Лицо несчастной Мари утратило былую свежесть: под глазами залегли темные тени, щеки побледнели и ввалились, а на ее чистом лбу появились тонкие морщины, что никак не соответствовало улыбке, почти не сходившей с ее губ.
К несчастью, с ними не было Жана Уллье, который мог бы позаботиться о девушке; стоило ему только появиться в Ла-Банлёвре, как маркиз де Суде тут же отослал его с поручением на восток; не имея опыта в любовных делах, Жан Уллье уехал с легким сердцем, ибо он и предположить не мог, вопреки услышанному им, что девушка могла так сильно страдать.
Наступило 3 июня.
В тот день на мельнице Жаке в коммуне Сен-Коломбен собралось немало народа.
С самого утра сюда постоянно подходили и отсюда уходили женщины и нищие, а с наступлением ночи сад перед фермой стал походить на бивак.
По дорогам и напрямик через поля сюда поминутно прибывали мужчины в блузах и охотничьих куртках, вооруженные ружьями, саблями, пистолетами; назвав пароль часовому, стоявшему у фермы, они проходили в сад, ставили ружья в козлы, расставленные вдоль живой изгороди, отделявшей сад от внутреннего двора, и, так же как и те, кто прибыл раньше их, устраивались на отдых под яблонями.
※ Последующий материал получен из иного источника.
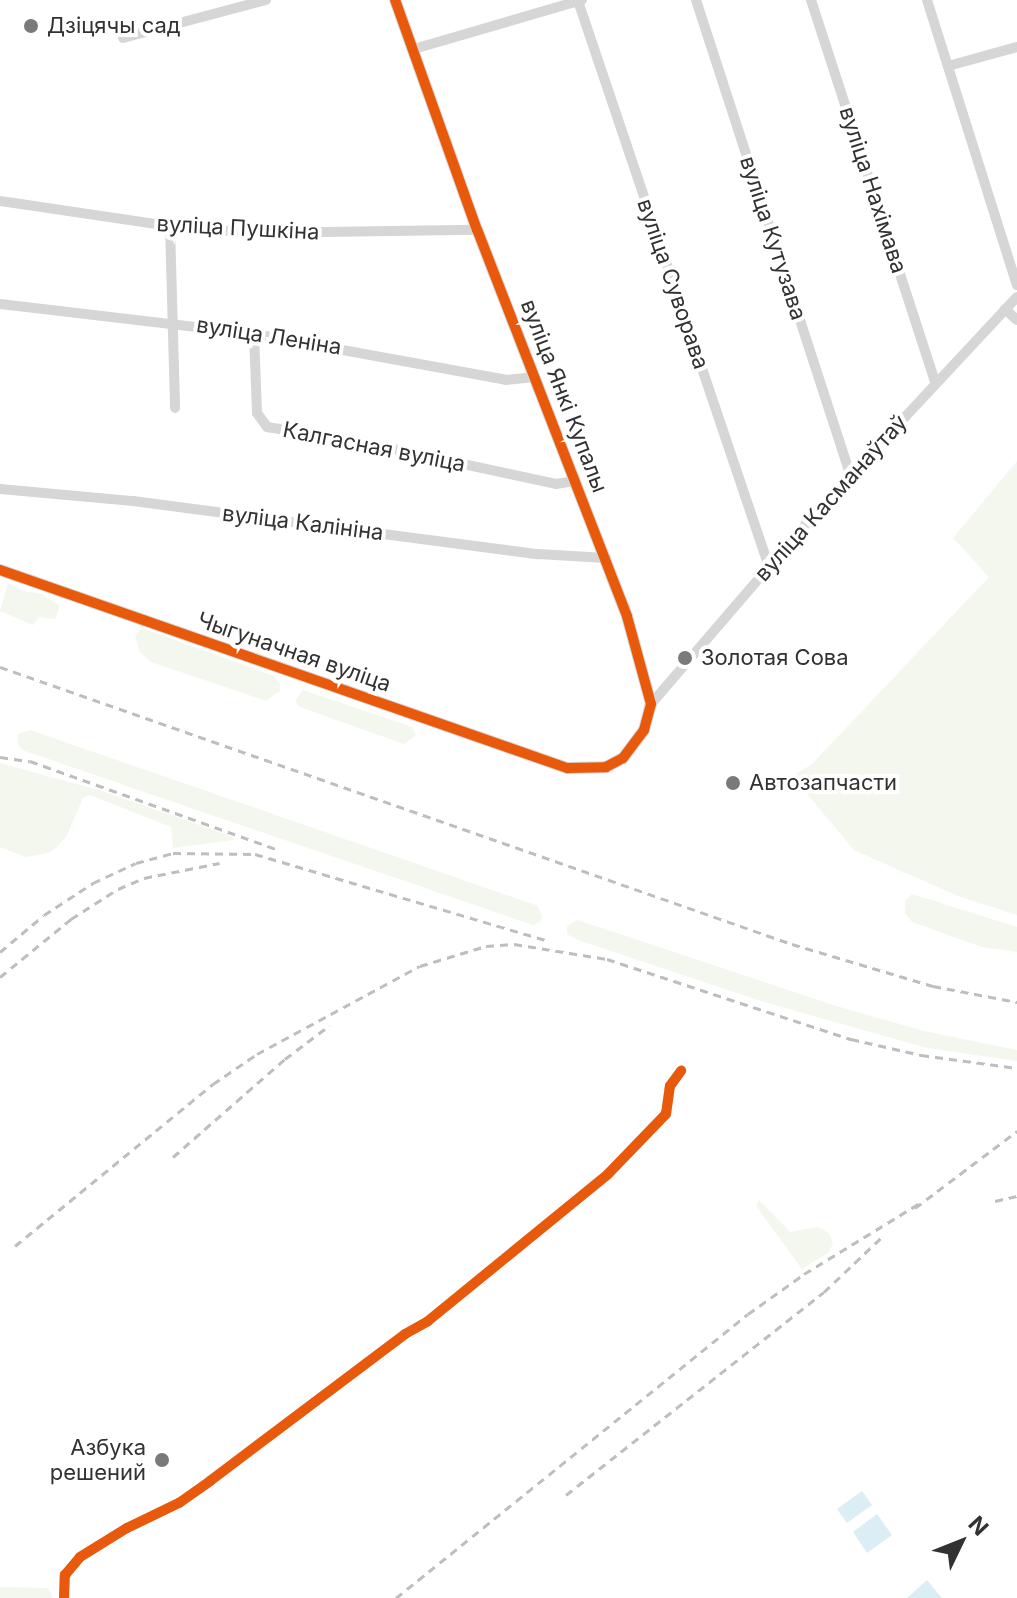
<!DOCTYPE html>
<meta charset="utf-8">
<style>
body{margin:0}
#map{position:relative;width:1017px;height:1598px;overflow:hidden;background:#fff;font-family:Inter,sans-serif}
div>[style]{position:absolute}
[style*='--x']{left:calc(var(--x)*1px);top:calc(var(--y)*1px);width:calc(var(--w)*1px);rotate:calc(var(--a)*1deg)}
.green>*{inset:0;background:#f3f7ee}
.water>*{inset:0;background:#dbedf5}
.minor>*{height:10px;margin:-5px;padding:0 5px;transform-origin:5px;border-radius:5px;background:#d6d6d6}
.tertiary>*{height:12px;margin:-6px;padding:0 6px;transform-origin:6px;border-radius:6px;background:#d6d6d6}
.rail>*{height:3px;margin-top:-1.5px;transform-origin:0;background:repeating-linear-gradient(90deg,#bebebe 0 8px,transparent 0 14px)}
.cycleway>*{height:10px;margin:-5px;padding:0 5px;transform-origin:5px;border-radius:5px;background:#e8590c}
.dots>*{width:22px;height:22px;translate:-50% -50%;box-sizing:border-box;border:4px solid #fff;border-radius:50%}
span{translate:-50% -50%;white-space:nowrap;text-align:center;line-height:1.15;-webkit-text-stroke:8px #fff;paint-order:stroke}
.poi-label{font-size:22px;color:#323232}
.left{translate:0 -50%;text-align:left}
.right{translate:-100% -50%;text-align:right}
.street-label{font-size:22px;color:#323232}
.north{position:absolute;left:921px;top:1502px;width:80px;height:80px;-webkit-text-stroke:6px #fff;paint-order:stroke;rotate:47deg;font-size:22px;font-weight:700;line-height:32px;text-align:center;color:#323232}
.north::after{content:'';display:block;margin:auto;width:28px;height:36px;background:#323232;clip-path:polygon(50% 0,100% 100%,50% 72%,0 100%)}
</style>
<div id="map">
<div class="green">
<i style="clip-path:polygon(1017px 461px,1017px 915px,958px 896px,854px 850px,792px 776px,811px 765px,989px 577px,953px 538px)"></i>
<i style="clip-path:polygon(8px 583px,24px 591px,41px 594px,60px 606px,55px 619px,39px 617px,33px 625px,0 611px)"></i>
<i style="clip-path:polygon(142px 628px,274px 676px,280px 684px,280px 691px,266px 701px,151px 662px,139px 651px,135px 635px)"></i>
<i style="clip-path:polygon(303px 690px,412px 727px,416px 735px,404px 744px,300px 707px,295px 701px)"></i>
<i style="clip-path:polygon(30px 730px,538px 906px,542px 917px,540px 922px,533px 925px,22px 750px,17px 742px,18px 734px)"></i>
<i style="clip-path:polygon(0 763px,102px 791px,231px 836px,234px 840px,173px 848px,171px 827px,90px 795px,83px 798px,67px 835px,57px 847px,48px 853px,26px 857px,0 847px)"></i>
<i style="clip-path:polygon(912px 894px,1017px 927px,1017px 952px,982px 947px,912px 922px,905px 913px,905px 901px)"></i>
<i style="clip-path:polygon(577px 920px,833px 1005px,924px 1031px,1017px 1050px,1017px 1061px,927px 1048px,764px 1002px,578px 940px,567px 934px,567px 926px)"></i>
<i style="clip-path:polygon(759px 1200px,790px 1232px,818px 1227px,829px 1233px,833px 1243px,829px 1252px,802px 1269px,756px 1206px)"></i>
<i style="clip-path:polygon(0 1587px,48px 1588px,53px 1598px,0 1598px)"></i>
</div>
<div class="water">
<i style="clip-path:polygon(862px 1491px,872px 1505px,847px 1523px,837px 1509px)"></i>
<i style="clip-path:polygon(877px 1514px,892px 1535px,867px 1553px,853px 1532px)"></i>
<i style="clip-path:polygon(927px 1580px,942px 1598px,906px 1598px,907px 1598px)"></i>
</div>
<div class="minor">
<i style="--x:696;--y:0;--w:499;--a:72"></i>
<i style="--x:811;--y:0;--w:401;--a:72"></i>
<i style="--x:927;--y:0;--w:299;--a:72.5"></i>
<i style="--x:578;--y:1;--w:597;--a:71.35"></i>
<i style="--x:123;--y:38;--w:148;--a:-14.9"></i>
<i style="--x:414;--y:49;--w:175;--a:-16.3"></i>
<i style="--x:948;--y:66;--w:72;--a:-15.4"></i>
<i style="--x:0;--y:201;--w:172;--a:8.4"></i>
<i style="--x:170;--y:226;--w:80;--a:5"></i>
<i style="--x:250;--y:233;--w:227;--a:-0.8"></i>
<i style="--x:170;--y:226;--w:182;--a:88.4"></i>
<i style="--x:0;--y:304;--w:256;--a:6.7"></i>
<i style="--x:254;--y:334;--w:256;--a:10.3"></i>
<i style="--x:506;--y:380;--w:29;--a:-6"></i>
<i style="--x:1005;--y:309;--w:16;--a:43"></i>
<i style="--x:254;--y:334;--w:79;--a:87.8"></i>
<i style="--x:257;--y:413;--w:17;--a:54"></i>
<i style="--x:267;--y:427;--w:105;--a:9.3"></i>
<i style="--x:371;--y:444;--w:189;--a:12.2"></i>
<i style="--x:556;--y:484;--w:20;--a:-9"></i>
<i style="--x:0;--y:489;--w:134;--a:5.2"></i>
<i style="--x:133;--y:501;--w:408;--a:7.5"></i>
<i style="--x:538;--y:554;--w:68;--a:3.4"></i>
<i style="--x:651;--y:704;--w:243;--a:-49.3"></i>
<i style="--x:809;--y:520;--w:305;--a:-47"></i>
<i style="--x:64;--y:1598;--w:23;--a:-88"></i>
<i style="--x:65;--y:1575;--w:23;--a:-50"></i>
<i style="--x:80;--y:1557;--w:55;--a:-31.7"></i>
<i style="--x:127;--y:1528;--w:58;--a:-25.7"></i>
<i style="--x:179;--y:1503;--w:38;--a:-35"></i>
<i style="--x:210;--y:1481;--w:244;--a:-37"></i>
<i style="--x:405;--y:1334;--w:26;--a:-29"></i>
<i style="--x:428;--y:1321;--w:232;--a:-39.2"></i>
<i style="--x:608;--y:1174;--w:83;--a:-46"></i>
<i style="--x:666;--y:1114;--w:28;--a:-82"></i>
<i style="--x:670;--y:1086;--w:19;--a:-54"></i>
</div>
<div class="tertiary">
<i style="--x:0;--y:570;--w:601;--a:19.25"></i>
<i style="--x:567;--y:768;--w:39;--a:-1"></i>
<i style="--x:606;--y:767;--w:19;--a:-28"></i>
<i style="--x:623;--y:758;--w:35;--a:-53"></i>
<i style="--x:644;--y:730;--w:27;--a:-75"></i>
<i style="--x:651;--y:704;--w:91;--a:-105.3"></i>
<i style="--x:627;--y:616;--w:414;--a:-111.2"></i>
<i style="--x:477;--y:230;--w:244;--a:-109.6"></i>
</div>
<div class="rail">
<i style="--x:0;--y:667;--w:839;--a:19.28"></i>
<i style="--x:792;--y:944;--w:147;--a:16.6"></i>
<i style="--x:933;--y:986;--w:86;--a:10.8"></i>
<i style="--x:0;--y:757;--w:30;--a:8"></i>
<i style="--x:30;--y:761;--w:263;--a:19.7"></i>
<i style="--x:0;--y:952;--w:57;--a:-40.1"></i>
<i style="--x:44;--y:915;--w:59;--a:-33.1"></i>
<i style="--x:93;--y:883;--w:47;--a:-24.9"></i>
<i style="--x:136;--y:863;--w:38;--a:-15"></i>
<i style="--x:173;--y:853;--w:82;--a:0.7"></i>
<i style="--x:255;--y:854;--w:303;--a:16.5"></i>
<i style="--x:0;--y:977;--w:92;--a:-39.2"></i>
<i style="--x:71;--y:919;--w:56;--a:-32.6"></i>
<i style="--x:118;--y:889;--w:28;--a:-23"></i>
<i style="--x:144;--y:878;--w:77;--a:-11.2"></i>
<i style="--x:173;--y:1157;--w:149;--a:-41.2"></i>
<i style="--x:285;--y:1059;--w:56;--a:-37.1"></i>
<i style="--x:995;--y:1201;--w:23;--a:-13"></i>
<i style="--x:915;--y:1208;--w:128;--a:-37"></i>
<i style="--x:15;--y:1246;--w:256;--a:-39.3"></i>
<i style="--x:213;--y:1084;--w:53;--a:-34.3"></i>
<i style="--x:257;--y:1054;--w:185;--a:-28.4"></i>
<i style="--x:420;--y:966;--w:69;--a:-16.9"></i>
<i style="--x:486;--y:946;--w:28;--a:-4"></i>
<i style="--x:514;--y:944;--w:94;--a:9.2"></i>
<i style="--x:607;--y:959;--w:257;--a:18.2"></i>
<i style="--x:851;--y:1039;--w:72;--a:12.9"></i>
<i style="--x:921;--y:1055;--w:97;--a:7.7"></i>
<i style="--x:566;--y:1495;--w:328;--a:-38.2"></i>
<i style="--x:824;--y:1292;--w:80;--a:-43.5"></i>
<i style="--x:396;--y:1598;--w:452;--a:-38.9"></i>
<i style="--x:748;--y:1314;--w:69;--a:-35.5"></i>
<i style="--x:804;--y:1274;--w:140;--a:-31.5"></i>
</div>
<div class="cycleway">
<i style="--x:0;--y:570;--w:601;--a:19.25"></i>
<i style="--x:567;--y:768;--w:39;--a:-1"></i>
<i style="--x:606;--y:767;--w:19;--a:-28"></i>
<i style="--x:623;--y:758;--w:35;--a:-53"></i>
<i style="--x:644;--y:730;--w:27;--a:-75"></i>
<i style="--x:651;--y:704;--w:91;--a:-105.3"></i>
<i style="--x:627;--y:616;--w:414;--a:-111.2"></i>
<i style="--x:477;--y:230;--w:244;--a:-109.6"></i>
<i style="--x:64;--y:1598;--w:23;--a:-88"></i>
<i style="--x:65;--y:1575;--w:23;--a:-50"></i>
<i style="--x:80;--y:1557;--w:55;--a:-31.7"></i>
<i style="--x:127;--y:1528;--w:58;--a:-25.7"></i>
<i style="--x:179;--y:1503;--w:38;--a:-35"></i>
<i style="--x:210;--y:1481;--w:244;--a:-37"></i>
<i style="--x:405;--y:1334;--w:26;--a:-29"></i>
<i style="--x:428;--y:1321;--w:232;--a:-39.2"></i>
<i style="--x:608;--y:1174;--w:83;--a:-46"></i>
<i style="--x:666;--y:1114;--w:28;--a:-82"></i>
<i style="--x:670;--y:1086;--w:19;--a:-54"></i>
</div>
<div class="dots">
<i style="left:31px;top:26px;background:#7a7a7a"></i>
<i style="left:685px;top:658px;background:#7a7a7a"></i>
<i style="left:733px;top:783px;background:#7a7a7a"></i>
<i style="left:162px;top:1460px;background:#7a7a7a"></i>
</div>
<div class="poi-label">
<span class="left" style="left:47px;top:26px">Дзіцячы сад</span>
<span class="left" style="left:701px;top:658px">Золотая Сова</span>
<span class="left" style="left:749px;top:783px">Автозапчасти</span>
<span class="right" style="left:146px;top:1460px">Азбука<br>решений</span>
</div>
<div class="street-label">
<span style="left:873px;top:190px;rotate:72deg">вуліца Нахімава</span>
<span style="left:238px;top:228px;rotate:3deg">вуліца Пушкіна</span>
<span style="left:773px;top:238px;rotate:72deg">вуліца Кутузава</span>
<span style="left:673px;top:284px;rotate:71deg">вуліца Суворава</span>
<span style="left:269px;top:336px;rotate:9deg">вуліца Леніна</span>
<span style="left:564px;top:396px;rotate:69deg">вуліца Янкі Купалы</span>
<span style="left:374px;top:447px;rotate:11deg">Калгасная вуліца</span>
<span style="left:831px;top:498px;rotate:-48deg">вуліца Касманаўтаў</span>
<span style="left:303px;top:523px;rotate:7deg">вуліца Калініна</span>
<span style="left:294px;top:652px;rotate:19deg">Чыгуначная вуліца</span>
</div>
<div class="north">N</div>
</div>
Всех их привело сюда чувство долга, мало у кого была надежда.
Храбрость и верность своим убеждениям достойны всяческого уважения; каких бы взглядов ни придерживался человек, он всегда испытывает гордость, если находит эти качества у друзей, и просто счастлив, если встречает их у врагов.
Можно спорить по поводу политических идеалов, за которые люди готовы идти на верную смерть, сам Господь Бог не сможет им помочь; но, даже потерпев поражение, они имеют право на уважение и не должны проходить через кавдинское иго обсуждений.
В древности говорили: «Горе побежденным!» — но тогда люди были язычниками и милосердие не могло исповедоваться их ложными богами.
Не разделяя политических убеждений вандейцев, мы считаем, что в 1832 году они продемонстрировали всей Франции, где уже в ту пору начинали входить в моду мелочные, торгашеские, корыстные идеи, в конце концов захлестнувшие всю страну, что собой представляло благородное и рыцарское движение, особенно когда стало известно, что большинство его участников не строили иллюзий насчет исхода борьбы и готовы были погибнуть.
Как бы то ни было, имена этих людей уже принадлежат истории, и мы будем, если не прославлять, то, по крайней мере, оправдывать их поступки, если это не будет выходить за рамки нашего повествования.